Brief —
Every line of the data that includes "function" should be copied out.

Dataset entries:

- - - - -

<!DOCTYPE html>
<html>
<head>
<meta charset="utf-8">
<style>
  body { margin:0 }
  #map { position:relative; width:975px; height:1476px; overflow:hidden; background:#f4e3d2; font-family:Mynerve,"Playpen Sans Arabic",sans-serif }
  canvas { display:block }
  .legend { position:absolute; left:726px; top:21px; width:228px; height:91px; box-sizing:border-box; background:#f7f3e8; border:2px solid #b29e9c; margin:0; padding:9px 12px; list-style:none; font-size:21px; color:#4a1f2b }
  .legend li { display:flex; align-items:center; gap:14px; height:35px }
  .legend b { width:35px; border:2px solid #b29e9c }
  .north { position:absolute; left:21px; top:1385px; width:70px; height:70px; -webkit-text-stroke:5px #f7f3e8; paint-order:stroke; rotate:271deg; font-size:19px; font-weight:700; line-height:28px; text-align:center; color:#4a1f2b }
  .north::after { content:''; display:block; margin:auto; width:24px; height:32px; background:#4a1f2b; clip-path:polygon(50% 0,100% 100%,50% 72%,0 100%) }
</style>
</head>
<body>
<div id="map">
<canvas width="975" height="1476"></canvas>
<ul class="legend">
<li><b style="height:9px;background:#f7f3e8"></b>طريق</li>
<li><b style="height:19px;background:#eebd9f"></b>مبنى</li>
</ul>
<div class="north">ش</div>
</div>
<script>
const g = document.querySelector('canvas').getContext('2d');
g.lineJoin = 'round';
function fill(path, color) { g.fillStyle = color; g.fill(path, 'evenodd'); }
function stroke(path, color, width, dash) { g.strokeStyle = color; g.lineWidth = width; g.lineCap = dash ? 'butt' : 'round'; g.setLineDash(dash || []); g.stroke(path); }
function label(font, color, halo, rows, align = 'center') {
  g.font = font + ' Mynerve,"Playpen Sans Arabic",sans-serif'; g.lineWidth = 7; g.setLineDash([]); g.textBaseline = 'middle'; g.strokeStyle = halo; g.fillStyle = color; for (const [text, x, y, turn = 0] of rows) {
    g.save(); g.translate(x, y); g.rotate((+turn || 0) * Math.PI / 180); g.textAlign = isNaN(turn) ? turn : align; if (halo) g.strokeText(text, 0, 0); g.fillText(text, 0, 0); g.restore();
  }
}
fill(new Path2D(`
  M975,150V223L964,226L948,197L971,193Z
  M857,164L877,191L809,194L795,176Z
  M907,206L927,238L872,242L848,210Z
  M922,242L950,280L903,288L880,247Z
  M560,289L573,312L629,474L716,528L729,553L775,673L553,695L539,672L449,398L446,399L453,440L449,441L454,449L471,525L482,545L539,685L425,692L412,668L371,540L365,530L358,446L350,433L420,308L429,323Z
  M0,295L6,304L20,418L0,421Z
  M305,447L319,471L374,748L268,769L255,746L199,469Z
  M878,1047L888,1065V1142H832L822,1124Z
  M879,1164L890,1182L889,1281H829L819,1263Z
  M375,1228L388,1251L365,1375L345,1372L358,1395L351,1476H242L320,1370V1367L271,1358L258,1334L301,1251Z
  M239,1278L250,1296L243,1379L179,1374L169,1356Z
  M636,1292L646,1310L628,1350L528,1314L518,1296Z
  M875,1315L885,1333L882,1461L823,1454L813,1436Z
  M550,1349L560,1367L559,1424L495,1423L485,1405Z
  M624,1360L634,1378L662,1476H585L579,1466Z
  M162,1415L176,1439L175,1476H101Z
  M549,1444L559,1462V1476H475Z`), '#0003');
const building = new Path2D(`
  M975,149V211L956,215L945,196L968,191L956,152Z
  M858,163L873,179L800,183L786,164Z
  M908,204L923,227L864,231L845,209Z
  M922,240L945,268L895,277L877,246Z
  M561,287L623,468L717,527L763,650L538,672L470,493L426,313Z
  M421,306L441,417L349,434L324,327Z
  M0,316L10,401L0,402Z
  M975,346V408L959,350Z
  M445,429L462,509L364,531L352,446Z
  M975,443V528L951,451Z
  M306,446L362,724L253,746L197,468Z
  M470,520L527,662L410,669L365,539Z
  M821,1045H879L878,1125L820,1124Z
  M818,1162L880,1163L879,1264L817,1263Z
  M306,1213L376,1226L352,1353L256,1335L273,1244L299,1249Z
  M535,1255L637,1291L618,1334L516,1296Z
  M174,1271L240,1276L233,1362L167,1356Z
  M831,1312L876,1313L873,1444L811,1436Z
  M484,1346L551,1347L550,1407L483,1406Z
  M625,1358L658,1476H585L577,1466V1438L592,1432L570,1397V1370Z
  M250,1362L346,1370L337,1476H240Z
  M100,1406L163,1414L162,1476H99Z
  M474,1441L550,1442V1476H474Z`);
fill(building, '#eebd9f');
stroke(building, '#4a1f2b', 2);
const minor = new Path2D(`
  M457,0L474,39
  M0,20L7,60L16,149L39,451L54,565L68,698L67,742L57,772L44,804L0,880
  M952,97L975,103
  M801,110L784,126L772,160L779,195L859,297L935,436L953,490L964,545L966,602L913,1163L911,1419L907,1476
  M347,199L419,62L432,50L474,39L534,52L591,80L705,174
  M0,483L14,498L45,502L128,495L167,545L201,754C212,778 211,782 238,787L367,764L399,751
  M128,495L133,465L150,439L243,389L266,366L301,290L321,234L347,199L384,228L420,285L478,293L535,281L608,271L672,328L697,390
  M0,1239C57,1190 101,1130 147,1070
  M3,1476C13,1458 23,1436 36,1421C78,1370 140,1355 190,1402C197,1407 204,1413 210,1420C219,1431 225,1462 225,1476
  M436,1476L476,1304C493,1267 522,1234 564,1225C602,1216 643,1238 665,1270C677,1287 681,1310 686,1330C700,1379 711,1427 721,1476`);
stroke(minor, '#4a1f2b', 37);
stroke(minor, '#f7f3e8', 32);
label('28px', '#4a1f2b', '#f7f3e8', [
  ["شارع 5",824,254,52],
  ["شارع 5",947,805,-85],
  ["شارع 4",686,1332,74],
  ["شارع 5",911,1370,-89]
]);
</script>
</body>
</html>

- - - - -

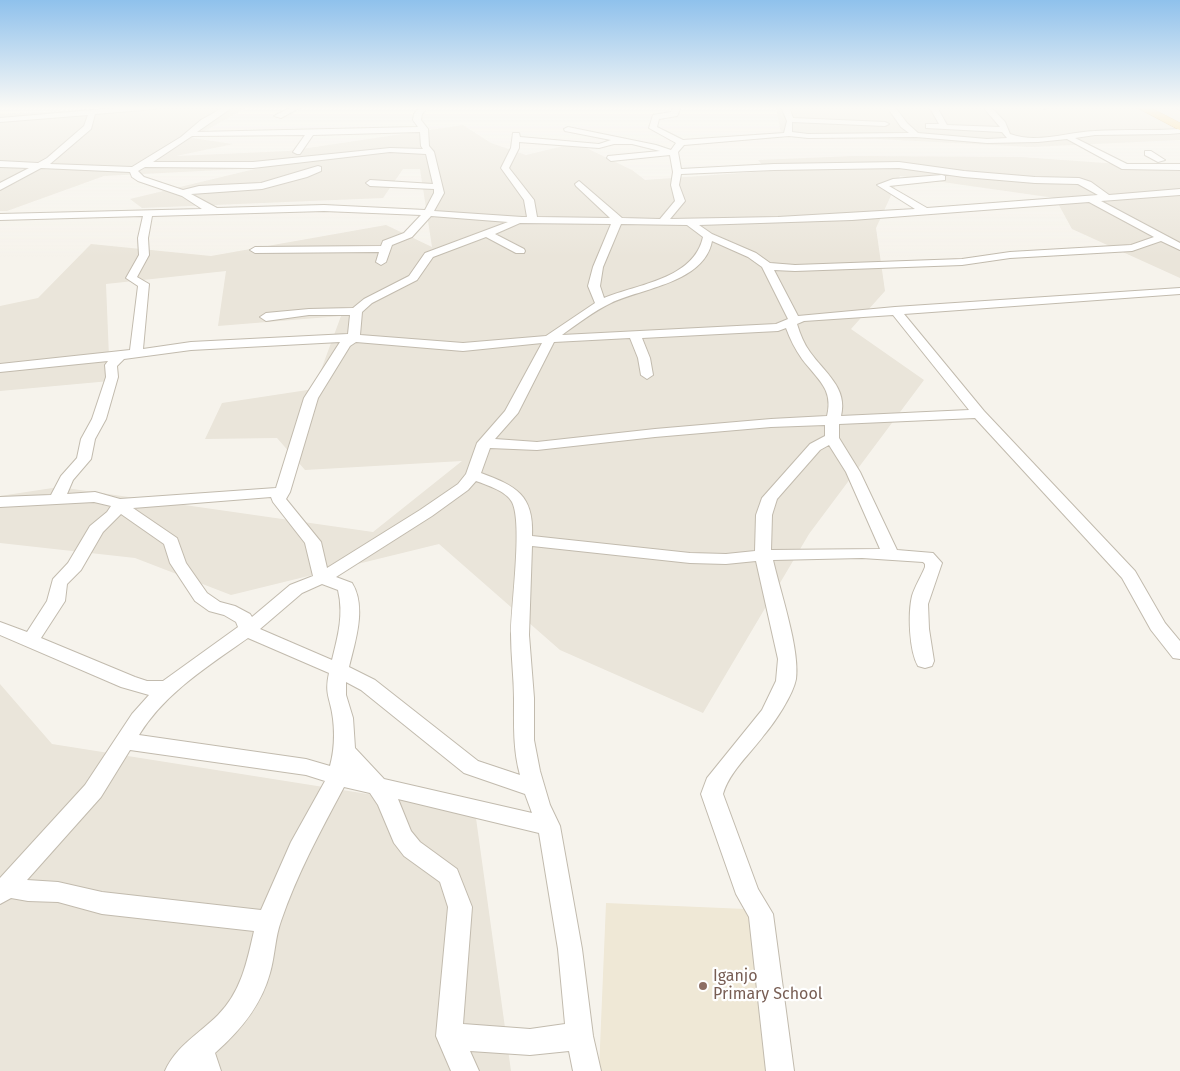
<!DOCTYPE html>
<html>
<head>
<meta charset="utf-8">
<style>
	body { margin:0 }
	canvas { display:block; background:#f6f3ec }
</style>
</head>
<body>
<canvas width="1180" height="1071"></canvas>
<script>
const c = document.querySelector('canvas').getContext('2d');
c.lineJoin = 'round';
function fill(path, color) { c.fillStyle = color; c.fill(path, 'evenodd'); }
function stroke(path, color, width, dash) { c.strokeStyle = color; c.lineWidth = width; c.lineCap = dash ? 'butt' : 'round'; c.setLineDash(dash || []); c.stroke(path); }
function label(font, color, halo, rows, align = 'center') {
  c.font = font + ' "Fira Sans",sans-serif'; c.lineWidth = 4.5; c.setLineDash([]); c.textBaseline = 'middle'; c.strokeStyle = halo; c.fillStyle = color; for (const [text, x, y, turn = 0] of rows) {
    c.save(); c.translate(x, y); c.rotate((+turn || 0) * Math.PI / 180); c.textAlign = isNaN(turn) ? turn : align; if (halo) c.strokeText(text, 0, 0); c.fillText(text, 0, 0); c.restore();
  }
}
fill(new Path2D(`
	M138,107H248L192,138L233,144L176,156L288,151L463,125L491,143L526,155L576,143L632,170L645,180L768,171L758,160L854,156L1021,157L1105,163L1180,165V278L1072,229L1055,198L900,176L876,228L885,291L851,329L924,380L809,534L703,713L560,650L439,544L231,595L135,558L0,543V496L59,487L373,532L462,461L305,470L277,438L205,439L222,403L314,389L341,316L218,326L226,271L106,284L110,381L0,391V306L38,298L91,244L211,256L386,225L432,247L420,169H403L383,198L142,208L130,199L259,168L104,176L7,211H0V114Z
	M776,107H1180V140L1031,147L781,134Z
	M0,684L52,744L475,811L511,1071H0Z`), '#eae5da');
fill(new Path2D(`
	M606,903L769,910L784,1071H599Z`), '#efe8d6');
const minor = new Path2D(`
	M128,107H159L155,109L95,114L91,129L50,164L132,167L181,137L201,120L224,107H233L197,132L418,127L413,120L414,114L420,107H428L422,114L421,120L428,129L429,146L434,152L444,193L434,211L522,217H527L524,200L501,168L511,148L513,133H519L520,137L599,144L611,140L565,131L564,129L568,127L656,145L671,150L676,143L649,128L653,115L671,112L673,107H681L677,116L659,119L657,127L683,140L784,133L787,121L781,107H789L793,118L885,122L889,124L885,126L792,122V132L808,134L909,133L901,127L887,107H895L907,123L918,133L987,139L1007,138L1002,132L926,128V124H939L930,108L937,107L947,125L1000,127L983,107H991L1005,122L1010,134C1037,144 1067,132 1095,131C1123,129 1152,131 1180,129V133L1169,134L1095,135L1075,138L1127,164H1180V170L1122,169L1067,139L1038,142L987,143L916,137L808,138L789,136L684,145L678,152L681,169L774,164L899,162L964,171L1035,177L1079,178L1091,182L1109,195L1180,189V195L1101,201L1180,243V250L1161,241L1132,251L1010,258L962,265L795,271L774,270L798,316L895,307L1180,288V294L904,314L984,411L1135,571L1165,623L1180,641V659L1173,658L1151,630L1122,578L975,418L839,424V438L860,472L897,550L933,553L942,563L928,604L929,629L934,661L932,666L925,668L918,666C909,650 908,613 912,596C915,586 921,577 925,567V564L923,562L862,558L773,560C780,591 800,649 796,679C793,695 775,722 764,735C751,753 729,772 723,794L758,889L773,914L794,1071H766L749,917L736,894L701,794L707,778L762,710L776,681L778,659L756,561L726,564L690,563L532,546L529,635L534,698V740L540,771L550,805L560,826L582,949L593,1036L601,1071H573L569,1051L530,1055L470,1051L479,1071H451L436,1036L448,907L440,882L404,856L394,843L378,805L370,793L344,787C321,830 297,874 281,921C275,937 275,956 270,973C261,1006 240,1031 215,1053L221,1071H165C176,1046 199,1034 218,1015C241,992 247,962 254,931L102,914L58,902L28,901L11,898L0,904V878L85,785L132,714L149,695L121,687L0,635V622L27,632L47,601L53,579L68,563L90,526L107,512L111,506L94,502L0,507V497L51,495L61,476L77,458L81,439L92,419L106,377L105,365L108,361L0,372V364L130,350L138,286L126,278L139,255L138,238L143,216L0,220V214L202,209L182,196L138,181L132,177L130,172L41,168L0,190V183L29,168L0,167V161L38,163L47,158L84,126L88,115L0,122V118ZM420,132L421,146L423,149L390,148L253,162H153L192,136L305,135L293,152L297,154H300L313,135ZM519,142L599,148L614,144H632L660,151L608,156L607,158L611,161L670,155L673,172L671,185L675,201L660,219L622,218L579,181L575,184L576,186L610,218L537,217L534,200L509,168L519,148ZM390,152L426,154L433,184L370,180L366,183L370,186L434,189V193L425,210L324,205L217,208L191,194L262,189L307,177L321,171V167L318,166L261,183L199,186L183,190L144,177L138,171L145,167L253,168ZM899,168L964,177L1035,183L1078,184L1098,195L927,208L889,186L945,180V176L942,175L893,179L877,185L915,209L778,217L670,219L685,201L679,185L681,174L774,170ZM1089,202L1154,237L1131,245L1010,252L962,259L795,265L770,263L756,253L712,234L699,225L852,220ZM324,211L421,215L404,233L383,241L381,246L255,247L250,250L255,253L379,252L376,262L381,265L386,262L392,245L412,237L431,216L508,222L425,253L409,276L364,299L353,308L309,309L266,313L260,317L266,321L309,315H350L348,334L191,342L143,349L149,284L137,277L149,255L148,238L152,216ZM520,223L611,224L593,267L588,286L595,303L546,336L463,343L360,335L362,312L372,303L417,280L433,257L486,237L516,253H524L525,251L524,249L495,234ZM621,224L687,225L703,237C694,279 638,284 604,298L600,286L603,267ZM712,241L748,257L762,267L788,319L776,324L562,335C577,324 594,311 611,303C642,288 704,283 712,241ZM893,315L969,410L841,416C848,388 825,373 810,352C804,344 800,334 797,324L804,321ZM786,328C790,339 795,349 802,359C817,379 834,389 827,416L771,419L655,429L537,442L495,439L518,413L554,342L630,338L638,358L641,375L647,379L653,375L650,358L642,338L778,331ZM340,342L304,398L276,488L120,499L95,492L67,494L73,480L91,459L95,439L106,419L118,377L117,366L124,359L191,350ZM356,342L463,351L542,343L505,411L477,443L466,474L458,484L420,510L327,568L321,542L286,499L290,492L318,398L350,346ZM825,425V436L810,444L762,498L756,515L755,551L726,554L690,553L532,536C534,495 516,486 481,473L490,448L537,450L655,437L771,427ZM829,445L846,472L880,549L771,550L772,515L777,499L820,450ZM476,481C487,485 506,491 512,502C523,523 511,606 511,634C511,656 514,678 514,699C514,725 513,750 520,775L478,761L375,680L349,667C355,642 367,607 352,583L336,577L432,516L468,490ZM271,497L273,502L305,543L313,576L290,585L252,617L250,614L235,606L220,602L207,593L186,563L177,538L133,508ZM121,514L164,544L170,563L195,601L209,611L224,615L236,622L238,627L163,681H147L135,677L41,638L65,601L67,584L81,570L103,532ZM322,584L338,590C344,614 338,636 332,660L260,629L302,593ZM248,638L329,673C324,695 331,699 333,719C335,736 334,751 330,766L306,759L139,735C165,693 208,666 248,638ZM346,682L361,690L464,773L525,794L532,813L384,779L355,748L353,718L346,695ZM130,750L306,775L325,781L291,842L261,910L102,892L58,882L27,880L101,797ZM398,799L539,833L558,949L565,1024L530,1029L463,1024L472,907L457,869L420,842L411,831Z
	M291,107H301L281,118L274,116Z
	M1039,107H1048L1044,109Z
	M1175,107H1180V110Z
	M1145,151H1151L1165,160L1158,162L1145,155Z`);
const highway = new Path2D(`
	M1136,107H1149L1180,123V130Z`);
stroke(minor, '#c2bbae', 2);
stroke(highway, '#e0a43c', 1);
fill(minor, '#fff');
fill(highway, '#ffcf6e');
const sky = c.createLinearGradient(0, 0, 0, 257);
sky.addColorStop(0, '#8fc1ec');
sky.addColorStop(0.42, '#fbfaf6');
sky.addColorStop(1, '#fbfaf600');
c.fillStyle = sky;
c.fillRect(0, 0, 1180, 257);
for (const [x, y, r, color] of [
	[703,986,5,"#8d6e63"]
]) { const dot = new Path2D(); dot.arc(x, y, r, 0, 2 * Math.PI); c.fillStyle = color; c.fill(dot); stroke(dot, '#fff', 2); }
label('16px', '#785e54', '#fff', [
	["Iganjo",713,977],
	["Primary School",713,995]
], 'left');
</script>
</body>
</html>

- - - - -

Output of the exercise —
function fill(path, color) { g.fillStyle = color; g.fill(path, 'evenodd'); }
function stroke(path, color, width, dash) { g.strokeStyle = color; g.lineWidth = width; g.lineCap = dash ? 'butt' : 'round'; g.setLineDash(dash || []); g.stroke(path); }
function label(font, color, halo, rows, align = 'center') {
function fill(path, color) { c.fillStyle = color; c.fill(path, 'evenodd'); }
function stroke(path, color, width, dash) { c.strokeStyle = color; c.lineWidth = width; c.lineCap = dash ? 'butt' : 'round'; c.setLineDash(dash || []); c.stroke(path); }
function label(font, color, halo, rows, align = 'center') {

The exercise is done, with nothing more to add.